* Saved data entries
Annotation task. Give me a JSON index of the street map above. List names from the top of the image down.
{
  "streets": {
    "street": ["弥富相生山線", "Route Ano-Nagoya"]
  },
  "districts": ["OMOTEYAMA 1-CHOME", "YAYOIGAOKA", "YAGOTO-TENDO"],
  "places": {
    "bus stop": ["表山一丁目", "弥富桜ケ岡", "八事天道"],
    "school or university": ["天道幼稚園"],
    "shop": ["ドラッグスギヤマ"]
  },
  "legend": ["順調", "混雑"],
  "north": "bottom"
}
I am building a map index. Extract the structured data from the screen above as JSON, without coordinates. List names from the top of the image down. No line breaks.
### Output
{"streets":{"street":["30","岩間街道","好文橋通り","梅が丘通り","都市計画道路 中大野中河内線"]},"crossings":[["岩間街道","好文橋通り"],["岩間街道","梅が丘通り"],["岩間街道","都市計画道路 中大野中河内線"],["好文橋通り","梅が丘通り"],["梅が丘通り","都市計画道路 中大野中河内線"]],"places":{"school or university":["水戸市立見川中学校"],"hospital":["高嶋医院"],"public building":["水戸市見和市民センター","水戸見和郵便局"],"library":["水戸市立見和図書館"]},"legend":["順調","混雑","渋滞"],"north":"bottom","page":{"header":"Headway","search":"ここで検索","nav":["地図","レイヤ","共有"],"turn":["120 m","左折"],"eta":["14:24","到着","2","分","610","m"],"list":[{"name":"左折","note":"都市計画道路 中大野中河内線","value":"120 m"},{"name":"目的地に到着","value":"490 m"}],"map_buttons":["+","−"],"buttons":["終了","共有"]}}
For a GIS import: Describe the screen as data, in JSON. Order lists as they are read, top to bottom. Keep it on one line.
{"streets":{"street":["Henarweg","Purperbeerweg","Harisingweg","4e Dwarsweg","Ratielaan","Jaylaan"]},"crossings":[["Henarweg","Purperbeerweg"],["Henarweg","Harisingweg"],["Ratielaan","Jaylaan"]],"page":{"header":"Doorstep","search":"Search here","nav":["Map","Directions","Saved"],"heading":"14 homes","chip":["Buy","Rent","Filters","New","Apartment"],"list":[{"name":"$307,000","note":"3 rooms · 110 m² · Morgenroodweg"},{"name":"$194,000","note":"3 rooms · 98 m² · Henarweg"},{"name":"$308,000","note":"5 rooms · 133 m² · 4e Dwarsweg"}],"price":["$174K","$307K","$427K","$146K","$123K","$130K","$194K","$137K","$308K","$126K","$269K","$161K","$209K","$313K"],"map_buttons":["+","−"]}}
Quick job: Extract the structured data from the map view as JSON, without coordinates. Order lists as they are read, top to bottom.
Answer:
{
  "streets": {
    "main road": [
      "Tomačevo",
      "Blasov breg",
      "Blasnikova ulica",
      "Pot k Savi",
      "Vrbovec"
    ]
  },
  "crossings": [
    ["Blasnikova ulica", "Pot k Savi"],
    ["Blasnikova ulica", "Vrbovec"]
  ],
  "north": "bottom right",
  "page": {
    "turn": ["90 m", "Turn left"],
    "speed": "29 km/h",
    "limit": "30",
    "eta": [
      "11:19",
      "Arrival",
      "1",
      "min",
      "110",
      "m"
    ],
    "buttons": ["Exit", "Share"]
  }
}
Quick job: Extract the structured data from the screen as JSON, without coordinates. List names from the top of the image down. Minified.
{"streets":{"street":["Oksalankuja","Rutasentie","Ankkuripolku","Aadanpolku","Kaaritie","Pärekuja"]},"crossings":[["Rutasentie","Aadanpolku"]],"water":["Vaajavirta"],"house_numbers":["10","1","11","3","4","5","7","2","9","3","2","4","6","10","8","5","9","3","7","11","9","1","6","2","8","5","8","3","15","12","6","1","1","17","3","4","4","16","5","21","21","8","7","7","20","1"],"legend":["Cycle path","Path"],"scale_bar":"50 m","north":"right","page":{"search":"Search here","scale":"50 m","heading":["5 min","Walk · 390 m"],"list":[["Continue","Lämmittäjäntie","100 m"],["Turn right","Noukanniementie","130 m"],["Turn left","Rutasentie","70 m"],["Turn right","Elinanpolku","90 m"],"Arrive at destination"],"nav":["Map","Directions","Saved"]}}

* To do
Your answer should be every entry above, repeated exactly.

* Result for this exercise
Annotation task. Give me a JSON index of the street map above. List names from the top of the image down.
{
  "streets": {
    "street": ["弥富相生山線", "Route Ano-Nagoya"]
  },
  "districts": ["OMOTEYAMA 1-CHOME", "YAYOIGAOKA", "YAGOTO-TENDO"],
  "places": {
    "bus stop": ["表山一丁目", "弥富桜ケ岡", "八事天道"],
    "school or university": ["天道幼稚園"],
    "shop": ["ドラッグスギヤマ"]
  },
  "legend": ["順調", "混雑"],
  "north": "bottom"
}
I am building a map index. Extract the structured data from the screen above as JSON, without coordinates. List names from the top of the image down. No line breaks.
### Output
{"streets":{"street":["30","岩間街道","好文橋通り","梅が丘通り","都市計画道路 中大野中河内線"]},"crossings":[["岩間街道","好文橋通り"],["岩間街道","梅が丘通り"],["岩間街道","都市計画道路 中大野中河内線"],["好文橋通り","梅が丘通り"],["梅が丘通り","都市計画道路 中大野中河内線"]],"places":{"school or university":["水戸市立見川中学校"],"hospital":["高嶋医院"],"public building":["水戸市見和市民センター","水戸見和郵便局"],"library":["水戸市立見和図書館"]},"legend":["順調","混雑","渋滞"],"north":"bottom","page":{"header":"Headway","search":"ここで検索","nav":["地図","レイヤ","共有"],"turn":["120 m","左折"],"eta":["14:24","到着","2","分","610","m"],"list":[{"name":"左折","note":"都市計画道路 中大野中河内線","value":"120 m"},{"name":"目的地に到着","value":"490 m"}],"map_buttons":["+","−"],"buttons":["終了","共有"]}}
For a GIS import: Describe the screen as data, in JSON. Order lists as they are read, top to bottom. Keep it on one line.
{"streets":{"street":["Henarweg","Purperbeerweg","Harisingweg","4e Dwarsweg","Ratielaan","Jaylaan"]},"crossings":[["Henarweg","Purperbeerweg"],["Henarweg","Harisingweg"],["Ratielaan","Jaylaan"]],"page":{"header":"Doorstep","search":"Search here","nav":["Map","Directions","Saved"],"heading":"14 homes","chip":["Buy","Rent","Filters","New","Apartment"],"list":[{"name":"$307,000","note":"3 rooms · 110 m² · Morgenroodweg"},{"name":"$194,000","note":"3 rooms · 98 m² · Henarweg"},{"name":"$308,000","note":"5 rooms · 133 m² · 4e Dwarsweg"}],"price":["$174K","$307K","$427K","$146K","$123K","$130K","$194K","$137K","$308K","$126K","$269K","$161K","$209K","$313K"],"map_buttons":["+","−"]}}
Quick job: Extract the structured data from the map view as JSON, without coordinates. Order lists as they are read, top to bottom.
Answer:
{
  "streets": {
    "main road": [
      "Tomačevo",
      "Blasov breg",
      "Blasnikova ulica",
      "Pot k Savi",
      "Vrbovec"
    ]
  },
  "crossings": [
    ["Blasnikova ulica", "Pot k Savi"],
    ["Blasnikova ulica", "Vrbovec"]
  ],
  "north": "bottom right",
  "page": {
    "turn": ["90 m", "Turn left"],
    "speed": "29 km/h",
    "limit": "30",
    "eta": [
      "11:19",
      "Arrival",
      "1",
      "min",
      "110",
      "m"
    ],
    "buttons": ["Exit", "Share"]
  }
}
Quick job: Extract the structured data from the screen as JSON, without coordinates. List names from the top of the image down. Minified.
{"streets":{"street":["Oksalankuja","Rutasentie","Ankkuripolku","Aadanpolku","Kaaritie","Pärekuja"]},"crossings":[["Rutasentie","Aadanpolku"]],"water":["Vaajavirta"],"house_numbers":["10","1","11","3","4","5","7","2","9","3","2","4","6","10","8","5","9","3","7","11","9","1","6","2","8","5","8","3","15","12","6","1","1","17","3","4","4","16","5","21","21","8","7","7","20","1"],"legend":["Cycle path","Path"],"scale_bar":"50 m","north":"right","page":{"search":"Search here","scale":"50 m","heading":["5 min","Walk · 390 m"],"list":[["Continue","Lämmittäjäntie","100 m"],["Turn right","Noukanniementie","130 m"],["Turn left","Rutasentie","70 m"],["Turn right","Elinanpolku","90 m"],"Arrive at destination"],"nav":["Map","Directions","Saved"]}}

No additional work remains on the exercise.